Tinnitus is a prevalent and distressing medical symptom, and no effective pharmacological treatment currently exists. Despite significant advances, tinnitus remains a scientific enigma. To explore the molecular underpinnings of tinnitus, we developed a noise-induced tinnitus model in mice and utilized metabolomics to identify key differences in metabolic pathways. Our results revealed that oxidative stress-related pathways, including glutathione (GSH) metabolism, were significantly enriched in the auditory cortex of mice exhibiting tinnitus-like behavior. To further explore the role of oxidative stress, we examined the involvement of nuclear factor erythroid 2-related factor 2 (Nrf2) in tinnitus by conducting experiments in Nrf2 knockout (Nrf2-KO) mice.

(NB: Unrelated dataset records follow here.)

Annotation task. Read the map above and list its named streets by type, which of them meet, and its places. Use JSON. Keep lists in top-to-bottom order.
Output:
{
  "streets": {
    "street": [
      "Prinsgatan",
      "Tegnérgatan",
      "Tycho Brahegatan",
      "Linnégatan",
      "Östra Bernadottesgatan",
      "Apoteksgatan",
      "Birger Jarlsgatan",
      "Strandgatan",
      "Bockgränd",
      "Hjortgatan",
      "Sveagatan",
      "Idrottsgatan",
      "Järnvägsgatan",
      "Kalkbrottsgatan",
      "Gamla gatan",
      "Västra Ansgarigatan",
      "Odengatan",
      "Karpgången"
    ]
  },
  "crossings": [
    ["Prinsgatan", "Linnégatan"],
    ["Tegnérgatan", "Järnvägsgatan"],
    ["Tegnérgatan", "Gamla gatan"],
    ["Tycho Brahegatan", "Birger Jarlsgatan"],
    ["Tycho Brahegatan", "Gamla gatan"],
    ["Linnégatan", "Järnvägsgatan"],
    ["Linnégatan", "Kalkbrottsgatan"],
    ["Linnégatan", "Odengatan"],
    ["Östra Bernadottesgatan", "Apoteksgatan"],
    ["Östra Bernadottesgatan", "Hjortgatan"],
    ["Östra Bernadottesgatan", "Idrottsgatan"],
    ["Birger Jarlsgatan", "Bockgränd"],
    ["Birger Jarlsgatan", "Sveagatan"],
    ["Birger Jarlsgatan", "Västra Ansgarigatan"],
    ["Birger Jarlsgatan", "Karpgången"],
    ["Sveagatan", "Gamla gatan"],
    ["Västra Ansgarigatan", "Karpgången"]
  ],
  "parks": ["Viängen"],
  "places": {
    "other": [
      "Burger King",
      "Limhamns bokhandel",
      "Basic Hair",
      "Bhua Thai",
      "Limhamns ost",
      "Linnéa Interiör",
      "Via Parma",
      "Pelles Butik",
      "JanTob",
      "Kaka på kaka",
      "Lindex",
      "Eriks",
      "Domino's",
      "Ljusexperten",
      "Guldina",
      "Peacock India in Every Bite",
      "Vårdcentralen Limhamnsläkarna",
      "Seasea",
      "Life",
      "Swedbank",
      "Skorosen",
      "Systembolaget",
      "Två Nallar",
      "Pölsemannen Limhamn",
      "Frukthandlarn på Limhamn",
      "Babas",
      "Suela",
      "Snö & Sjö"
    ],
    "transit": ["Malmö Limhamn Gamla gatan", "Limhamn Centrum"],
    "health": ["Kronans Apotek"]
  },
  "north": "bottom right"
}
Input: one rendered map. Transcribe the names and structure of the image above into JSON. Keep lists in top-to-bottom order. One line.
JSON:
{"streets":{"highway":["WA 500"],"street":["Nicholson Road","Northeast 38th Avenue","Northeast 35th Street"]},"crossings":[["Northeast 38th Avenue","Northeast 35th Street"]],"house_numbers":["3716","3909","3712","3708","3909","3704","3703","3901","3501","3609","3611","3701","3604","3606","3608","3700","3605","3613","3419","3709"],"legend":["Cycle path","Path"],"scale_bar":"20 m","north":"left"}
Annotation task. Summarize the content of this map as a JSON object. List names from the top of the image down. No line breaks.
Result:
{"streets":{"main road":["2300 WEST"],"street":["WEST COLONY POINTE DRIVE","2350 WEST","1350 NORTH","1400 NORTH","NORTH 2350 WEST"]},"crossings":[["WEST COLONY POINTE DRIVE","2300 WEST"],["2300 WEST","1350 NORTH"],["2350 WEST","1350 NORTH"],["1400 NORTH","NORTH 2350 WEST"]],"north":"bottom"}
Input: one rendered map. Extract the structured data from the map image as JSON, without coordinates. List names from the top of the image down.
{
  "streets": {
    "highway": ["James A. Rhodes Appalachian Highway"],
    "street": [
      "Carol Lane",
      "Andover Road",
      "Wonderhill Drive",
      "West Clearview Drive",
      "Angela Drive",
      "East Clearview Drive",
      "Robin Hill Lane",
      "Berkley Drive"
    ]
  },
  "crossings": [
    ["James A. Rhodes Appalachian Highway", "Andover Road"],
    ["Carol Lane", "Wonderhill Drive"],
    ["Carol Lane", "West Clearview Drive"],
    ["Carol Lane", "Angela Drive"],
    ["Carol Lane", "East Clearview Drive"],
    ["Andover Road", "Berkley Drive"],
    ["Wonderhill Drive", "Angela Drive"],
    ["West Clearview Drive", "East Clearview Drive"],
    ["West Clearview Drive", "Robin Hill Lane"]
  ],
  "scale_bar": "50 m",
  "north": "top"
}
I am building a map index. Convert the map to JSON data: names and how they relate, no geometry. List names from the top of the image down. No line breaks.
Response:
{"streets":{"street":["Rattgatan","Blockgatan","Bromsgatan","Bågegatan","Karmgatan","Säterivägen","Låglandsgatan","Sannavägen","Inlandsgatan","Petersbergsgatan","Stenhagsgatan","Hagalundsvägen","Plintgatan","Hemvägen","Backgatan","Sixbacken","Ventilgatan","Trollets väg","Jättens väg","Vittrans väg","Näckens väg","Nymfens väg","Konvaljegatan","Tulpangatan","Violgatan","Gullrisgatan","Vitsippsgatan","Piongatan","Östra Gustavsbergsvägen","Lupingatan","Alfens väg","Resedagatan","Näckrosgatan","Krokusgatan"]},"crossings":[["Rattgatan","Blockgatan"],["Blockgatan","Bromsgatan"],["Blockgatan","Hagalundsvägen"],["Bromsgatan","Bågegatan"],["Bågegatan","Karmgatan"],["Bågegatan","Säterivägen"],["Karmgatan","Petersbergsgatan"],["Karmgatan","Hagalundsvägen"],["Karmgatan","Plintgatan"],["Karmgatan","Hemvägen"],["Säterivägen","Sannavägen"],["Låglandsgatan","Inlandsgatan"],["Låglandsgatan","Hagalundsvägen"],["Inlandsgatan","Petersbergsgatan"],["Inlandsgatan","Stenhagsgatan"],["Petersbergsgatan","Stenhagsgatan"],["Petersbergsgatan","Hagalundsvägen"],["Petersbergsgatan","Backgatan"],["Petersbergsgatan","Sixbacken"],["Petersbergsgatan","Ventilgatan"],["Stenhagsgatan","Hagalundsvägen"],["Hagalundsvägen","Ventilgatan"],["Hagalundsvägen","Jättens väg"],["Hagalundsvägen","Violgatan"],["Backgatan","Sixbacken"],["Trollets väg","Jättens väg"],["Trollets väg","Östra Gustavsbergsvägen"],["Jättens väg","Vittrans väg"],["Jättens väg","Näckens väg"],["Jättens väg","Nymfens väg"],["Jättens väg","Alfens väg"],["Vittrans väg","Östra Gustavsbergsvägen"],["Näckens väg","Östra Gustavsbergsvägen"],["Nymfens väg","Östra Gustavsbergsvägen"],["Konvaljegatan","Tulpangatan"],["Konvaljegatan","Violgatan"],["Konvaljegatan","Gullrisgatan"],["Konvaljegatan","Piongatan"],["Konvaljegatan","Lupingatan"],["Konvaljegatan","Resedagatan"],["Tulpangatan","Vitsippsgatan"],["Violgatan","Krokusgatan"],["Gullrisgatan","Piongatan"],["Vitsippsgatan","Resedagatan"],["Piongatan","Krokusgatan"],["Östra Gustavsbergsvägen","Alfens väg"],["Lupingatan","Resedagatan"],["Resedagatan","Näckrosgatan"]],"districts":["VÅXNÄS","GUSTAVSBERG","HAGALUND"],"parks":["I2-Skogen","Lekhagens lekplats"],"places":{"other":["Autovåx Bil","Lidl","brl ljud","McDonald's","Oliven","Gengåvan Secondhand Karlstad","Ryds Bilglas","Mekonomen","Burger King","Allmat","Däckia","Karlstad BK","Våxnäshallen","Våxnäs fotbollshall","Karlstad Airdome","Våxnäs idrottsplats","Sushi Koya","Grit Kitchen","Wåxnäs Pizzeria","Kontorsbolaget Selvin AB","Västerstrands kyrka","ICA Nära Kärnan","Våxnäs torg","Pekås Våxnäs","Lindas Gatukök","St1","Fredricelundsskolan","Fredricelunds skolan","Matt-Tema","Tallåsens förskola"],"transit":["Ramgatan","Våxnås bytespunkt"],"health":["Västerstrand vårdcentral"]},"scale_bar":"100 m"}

While Nrf2-deficient mice did not develop spontaneous tinnitus or hearing loss, they displayed increased susceptibility to prolonged tinnitus-like behavior after noise exposure. This was accompanied by heightened microglial activation, neuroinflammation, and significant alterations in gut microbiota composition, including greater diversity and dysbiosis. Our findings highlight a novel mechanism underlying tinnitus, emphasizing the role of oxidative stress in the auditory cortex and its connection to noise-induced tinnitus. The deficiency of Nrf2 in mice increases their susceptibility to tinnitus, suggesting that Nrf2 may serve as a promising therapeutic target for preventing noise-induced tinnitus.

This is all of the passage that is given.